• Your instructions: Copy out each line containing "tools" from the entries below.
BEGIN
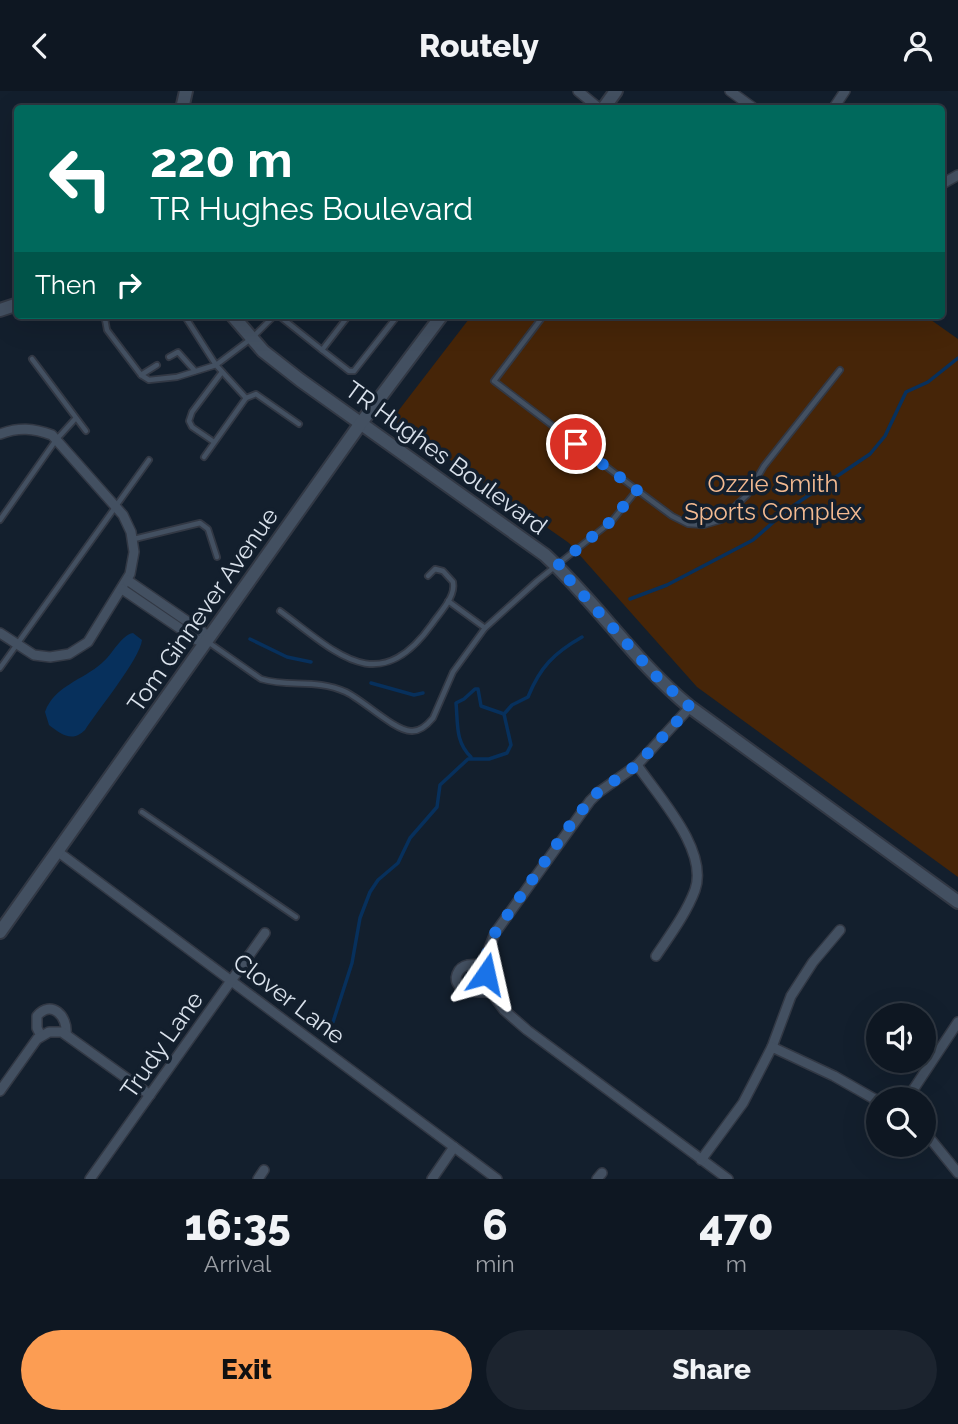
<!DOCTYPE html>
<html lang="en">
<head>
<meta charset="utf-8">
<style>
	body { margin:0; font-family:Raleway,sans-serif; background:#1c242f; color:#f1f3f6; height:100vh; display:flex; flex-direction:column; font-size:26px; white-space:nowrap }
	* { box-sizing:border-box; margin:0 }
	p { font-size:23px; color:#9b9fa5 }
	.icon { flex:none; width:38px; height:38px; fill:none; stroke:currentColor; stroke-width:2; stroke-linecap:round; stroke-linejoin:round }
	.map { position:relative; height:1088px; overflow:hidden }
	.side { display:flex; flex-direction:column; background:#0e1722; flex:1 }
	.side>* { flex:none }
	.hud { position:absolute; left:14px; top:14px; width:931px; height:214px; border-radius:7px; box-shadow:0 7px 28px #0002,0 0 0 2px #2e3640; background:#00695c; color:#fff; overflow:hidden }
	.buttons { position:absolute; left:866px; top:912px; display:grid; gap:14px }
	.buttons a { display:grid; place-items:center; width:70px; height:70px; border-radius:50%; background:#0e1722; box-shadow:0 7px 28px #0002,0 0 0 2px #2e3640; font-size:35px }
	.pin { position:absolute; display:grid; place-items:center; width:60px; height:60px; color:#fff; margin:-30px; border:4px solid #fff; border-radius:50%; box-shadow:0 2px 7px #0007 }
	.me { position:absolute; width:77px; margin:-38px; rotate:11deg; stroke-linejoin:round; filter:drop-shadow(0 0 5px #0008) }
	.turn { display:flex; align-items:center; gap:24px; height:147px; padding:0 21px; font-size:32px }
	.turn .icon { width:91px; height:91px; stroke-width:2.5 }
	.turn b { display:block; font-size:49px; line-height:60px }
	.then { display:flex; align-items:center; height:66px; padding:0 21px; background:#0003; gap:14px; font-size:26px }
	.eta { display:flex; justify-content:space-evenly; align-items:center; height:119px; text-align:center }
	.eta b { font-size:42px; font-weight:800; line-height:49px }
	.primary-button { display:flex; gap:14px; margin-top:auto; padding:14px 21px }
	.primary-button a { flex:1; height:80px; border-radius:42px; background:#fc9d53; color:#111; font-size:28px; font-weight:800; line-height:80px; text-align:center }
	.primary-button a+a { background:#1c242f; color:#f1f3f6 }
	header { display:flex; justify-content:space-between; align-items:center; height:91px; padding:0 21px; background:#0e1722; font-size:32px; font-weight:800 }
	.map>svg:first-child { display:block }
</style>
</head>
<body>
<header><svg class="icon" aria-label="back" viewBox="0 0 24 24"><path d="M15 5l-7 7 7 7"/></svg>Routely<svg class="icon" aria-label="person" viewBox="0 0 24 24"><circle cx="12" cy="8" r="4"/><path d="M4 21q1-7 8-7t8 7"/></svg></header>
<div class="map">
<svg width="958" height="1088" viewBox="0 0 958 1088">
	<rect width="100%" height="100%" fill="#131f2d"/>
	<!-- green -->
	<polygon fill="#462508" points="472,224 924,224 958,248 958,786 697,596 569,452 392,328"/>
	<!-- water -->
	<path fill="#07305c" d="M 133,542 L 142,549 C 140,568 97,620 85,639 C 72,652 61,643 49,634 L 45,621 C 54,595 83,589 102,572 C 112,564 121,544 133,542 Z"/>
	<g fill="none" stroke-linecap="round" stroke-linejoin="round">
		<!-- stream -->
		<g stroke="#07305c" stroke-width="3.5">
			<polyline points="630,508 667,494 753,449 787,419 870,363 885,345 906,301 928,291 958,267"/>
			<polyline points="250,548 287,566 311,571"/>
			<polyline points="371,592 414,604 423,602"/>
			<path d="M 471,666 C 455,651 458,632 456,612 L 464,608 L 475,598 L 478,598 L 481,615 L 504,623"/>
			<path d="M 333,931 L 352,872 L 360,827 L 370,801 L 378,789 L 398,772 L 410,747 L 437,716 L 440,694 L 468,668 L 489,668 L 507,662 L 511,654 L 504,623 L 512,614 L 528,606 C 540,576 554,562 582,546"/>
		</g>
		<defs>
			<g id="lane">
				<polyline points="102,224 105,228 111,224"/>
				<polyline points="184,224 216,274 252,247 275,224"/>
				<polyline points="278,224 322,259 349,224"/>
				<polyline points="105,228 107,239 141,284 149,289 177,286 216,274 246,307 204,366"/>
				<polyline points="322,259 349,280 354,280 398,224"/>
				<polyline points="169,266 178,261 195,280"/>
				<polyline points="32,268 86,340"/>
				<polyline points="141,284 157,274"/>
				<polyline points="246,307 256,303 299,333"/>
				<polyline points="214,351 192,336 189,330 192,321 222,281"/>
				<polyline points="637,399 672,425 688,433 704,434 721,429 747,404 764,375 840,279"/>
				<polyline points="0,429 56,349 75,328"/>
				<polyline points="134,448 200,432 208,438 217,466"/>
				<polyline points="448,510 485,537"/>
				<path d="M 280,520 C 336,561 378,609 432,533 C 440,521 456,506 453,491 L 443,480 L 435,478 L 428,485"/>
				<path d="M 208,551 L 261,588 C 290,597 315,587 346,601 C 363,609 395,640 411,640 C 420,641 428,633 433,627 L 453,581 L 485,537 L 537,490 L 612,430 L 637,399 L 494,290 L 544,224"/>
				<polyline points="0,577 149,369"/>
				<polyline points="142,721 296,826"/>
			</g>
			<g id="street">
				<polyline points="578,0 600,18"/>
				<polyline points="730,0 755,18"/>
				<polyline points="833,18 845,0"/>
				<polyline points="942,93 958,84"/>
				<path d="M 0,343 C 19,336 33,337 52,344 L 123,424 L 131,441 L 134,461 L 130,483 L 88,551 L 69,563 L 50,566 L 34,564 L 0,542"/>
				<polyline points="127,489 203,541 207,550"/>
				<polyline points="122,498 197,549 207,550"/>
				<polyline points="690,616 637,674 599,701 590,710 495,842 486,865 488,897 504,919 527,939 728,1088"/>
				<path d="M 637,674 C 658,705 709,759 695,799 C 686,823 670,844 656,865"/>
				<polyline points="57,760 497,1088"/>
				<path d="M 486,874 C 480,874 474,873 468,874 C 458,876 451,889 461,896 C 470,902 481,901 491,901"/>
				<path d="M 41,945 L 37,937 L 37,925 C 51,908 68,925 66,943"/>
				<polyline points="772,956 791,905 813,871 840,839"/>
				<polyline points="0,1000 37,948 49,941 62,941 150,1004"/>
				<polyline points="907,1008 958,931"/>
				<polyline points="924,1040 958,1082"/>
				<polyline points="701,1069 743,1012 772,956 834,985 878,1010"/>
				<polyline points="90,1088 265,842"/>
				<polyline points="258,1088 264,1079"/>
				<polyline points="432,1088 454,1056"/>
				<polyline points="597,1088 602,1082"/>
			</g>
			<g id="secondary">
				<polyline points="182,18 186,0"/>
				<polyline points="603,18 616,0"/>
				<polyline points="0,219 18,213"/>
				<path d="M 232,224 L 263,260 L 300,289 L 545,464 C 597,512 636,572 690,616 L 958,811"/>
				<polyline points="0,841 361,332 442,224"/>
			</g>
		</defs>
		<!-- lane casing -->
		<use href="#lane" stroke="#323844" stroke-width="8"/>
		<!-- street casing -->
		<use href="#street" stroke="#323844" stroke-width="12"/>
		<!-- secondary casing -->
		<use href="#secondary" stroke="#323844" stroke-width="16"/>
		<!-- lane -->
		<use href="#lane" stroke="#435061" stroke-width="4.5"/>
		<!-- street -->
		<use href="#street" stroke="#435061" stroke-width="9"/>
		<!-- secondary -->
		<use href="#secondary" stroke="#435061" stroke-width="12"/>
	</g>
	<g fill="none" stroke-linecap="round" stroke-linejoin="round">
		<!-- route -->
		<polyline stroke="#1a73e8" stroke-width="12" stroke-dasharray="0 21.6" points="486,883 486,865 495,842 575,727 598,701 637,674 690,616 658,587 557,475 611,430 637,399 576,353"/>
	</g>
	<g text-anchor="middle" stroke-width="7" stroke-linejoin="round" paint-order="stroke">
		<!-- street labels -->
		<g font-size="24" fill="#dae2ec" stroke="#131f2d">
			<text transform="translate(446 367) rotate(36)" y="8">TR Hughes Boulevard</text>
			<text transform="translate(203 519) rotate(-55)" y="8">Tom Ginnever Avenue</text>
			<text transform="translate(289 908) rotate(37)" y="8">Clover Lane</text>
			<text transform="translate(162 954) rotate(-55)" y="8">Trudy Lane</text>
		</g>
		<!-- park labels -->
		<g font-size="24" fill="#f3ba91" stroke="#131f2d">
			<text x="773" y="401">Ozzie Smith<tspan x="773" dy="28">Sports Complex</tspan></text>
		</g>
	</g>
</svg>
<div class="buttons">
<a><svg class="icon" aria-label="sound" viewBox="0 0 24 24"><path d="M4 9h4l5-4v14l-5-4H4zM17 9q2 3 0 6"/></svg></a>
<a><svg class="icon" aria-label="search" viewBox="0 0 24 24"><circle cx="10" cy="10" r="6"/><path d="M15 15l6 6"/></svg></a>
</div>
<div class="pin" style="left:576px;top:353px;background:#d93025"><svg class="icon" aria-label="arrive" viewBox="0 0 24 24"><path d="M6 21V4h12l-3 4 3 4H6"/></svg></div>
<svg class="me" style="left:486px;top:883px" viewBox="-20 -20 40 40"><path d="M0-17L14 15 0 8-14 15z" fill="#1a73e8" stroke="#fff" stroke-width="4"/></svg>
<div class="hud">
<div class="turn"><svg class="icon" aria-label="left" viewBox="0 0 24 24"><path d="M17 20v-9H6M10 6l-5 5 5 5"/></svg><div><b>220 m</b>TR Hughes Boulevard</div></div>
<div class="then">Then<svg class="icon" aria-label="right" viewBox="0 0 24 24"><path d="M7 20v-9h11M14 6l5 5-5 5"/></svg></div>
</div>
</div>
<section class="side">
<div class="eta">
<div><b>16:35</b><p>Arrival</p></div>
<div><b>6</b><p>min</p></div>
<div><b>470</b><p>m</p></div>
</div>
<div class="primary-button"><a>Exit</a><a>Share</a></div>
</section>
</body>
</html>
END
BEGIN
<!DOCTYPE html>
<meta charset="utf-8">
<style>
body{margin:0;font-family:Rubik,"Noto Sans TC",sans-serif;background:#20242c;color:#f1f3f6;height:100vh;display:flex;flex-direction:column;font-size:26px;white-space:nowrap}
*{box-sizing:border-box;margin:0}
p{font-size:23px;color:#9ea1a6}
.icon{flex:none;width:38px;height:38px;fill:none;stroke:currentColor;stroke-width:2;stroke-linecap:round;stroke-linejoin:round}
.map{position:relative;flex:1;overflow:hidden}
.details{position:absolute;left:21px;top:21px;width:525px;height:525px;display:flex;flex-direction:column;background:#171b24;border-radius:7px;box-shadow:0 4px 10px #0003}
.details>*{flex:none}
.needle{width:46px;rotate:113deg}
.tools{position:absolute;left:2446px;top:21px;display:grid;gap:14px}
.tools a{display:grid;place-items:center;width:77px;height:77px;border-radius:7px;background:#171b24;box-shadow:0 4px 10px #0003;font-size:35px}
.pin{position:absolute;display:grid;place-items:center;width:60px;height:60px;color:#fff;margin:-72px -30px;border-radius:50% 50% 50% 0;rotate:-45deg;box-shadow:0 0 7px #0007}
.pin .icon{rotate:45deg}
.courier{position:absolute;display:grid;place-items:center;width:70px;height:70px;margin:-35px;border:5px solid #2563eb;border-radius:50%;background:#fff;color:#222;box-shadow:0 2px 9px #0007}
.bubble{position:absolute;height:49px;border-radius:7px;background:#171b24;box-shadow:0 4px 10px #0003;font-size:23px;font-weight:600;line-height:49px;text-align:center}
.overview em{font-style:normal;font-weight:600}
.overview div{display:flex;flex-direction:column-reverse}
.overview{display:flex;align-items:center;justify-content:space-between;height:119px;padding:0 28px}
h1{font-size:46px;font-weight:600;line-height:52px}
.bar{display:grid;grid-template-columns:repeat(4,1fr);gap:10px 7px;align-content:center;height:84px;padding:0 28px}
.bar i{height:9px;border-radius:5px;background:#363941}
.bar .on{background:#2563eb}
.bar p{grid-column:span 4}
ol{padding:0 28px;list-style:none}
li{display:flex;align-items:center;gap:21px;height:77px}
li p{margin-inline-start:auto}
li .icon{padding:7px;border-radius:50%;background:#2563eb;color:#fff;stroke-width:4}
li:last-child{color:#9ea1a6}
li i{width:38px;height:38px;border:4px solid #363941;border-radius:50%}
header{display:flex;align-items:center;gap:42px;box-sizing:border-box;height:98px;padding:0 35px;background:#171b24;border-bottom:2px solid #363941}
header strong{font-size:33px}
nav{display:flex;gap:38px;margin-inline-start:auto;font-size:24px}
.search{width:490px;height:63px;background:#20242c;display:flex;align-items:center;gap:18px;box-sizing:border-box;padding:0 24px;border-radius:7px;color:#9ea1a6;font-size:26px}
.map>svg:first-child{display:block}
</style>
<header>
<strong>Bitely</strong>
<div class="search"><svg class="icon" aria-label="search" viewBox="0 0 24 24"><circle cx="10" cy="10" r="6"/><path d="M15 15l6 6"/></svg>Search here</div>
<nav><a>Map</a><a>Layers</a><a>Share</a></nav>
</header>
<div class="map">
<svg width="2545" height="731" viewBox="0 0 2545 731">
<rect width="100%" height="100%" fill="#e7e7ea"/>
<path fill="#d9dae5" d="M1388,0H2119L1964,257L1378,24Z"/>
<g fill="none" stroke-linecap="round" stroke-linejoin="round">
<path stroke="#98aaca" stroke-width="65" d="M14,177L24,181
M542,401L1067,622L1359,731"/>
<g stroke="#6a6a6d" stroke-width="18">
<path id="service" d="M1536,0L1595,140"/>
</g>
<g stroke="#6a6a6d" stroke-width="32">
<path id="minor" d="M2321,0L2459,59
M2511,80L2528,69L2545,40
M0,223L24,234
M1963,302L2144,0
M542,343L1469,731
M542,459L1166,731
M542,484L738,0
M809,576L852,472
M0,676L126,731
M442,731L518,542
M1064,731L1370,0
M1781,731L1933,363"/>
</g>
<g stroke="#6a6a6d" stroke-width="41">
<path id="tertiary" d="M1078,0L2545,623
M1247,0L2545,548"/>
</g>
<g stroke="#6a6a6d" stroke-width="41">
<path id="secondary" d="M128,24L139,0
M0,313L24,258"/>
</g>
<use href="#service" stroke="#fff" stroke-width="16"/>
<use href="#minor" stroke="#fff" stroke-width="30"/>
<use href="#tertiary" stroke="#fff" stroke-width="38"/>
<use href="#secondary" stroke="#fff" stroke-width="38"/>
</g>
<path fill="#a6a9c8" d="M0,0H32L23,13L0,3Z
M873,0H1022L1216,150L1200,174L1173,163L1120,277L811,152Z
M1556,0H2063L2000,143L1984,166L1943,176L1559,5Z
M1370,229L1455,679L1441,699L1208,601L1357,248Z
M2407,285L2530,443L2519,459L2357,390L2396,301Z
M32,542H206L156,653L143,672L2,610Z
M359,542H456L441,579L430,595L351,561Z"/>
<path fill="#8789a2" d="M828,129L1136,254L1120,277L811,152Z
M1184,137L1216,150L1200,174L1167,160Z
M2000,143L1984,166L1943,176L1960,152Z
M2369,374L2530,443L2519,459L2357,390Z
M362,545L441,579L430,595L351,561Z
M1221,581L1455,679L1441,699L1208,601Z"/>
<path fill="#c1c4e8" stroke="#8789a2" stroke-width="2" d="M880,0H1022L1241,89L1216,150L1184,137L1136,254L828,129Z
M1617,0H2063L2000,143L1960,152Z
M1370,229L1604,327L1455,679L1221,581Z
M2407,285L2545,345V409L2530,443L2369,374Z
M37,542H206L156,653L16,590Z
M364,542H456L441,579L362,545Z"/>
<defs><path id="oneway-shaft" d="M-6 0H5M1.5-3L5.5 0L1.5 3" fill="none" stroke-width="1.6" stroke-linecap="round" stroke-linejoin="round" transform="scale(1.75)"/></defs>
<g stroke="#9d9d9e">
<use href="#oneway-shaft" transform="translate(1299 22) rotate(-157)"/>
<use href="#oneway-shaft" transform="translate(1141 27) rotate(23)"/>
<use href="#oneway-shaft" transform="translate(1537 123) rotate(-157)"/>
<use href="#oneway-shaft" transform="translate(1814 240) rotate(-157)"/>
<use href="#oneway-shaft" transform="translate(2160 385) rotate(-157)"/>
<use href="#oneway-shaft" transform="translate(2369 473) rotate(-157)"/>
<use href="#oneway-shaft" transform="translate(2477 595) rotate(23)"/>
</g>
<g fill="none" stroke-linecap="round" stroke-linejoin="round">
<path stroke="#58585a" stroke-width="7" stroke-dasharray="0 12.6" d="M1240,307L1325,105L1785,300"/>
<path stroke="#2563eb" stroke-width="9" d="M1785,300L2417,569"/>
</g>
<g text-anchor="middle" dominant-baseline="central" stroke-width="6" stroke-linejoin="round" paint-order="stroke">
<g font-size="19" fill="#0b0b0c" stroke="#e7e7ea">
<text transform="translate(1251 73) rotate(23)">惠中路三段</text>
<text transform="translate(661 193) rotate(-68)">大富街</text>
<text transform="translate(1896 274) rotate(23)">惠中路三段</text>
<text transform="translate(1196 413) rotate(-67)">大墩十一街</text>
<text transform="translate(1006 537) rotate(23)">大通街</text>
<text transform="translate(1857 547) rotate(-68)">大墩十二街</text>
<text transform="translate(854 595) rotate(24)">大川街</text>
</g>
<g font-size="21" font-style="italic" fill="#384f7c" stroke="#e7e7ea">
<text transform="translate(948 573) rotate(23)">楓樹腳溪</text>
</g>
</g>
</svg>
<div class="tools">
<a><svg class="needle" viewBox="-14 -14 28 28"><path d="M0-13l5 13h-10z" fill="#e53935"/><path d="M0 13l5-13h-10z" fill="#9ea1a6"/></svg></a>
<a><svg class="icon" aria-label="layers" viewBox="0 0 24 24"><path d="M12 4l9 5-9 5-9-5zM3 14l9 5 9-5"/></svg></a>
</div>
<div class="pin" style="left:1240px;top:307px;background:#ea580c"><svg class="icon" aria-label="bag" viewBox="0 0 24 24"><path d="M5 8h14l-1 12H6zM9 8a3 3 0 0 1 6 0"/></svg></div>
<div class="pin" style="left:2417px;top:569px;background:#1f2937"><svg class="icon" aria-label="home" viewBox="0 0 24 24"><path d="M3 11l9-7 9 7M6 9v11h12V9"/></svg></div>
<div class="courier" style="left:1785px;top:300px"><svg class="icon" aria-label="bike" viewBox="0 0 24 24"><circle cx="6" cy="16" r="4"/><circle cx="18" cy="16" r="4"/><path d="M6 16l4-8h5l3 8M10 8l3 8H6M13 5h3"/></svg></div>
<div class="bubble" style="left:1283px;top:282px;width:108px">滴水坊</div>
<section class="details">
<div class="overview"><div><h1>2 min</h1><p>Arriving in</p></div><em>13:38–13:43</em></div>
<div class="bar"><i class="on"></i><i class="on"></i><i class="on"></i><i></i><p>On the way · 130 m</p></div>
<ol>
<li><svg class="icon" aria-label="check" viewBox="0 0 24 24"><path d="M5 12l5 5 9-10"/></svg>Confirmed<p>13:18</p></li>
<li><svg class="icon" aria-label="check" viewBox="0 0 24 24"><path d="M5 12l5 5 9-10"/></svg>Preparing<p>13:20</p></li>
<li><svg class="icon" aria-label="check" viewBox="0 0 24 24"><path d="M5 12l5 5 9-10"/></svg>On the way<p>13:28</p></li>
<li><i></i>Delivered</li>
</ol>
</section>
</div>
END
• Solution to this task:
.tools{position:absolute;left:2446px;top:21px;display:grid;gap:14px}
.tools a{display:grid;place-items:center;width:77px;height:77px;border-radius:7px;background:#171b24;box-shadow:0 4px 10px #0003;font-size:35px}
<div class="tools">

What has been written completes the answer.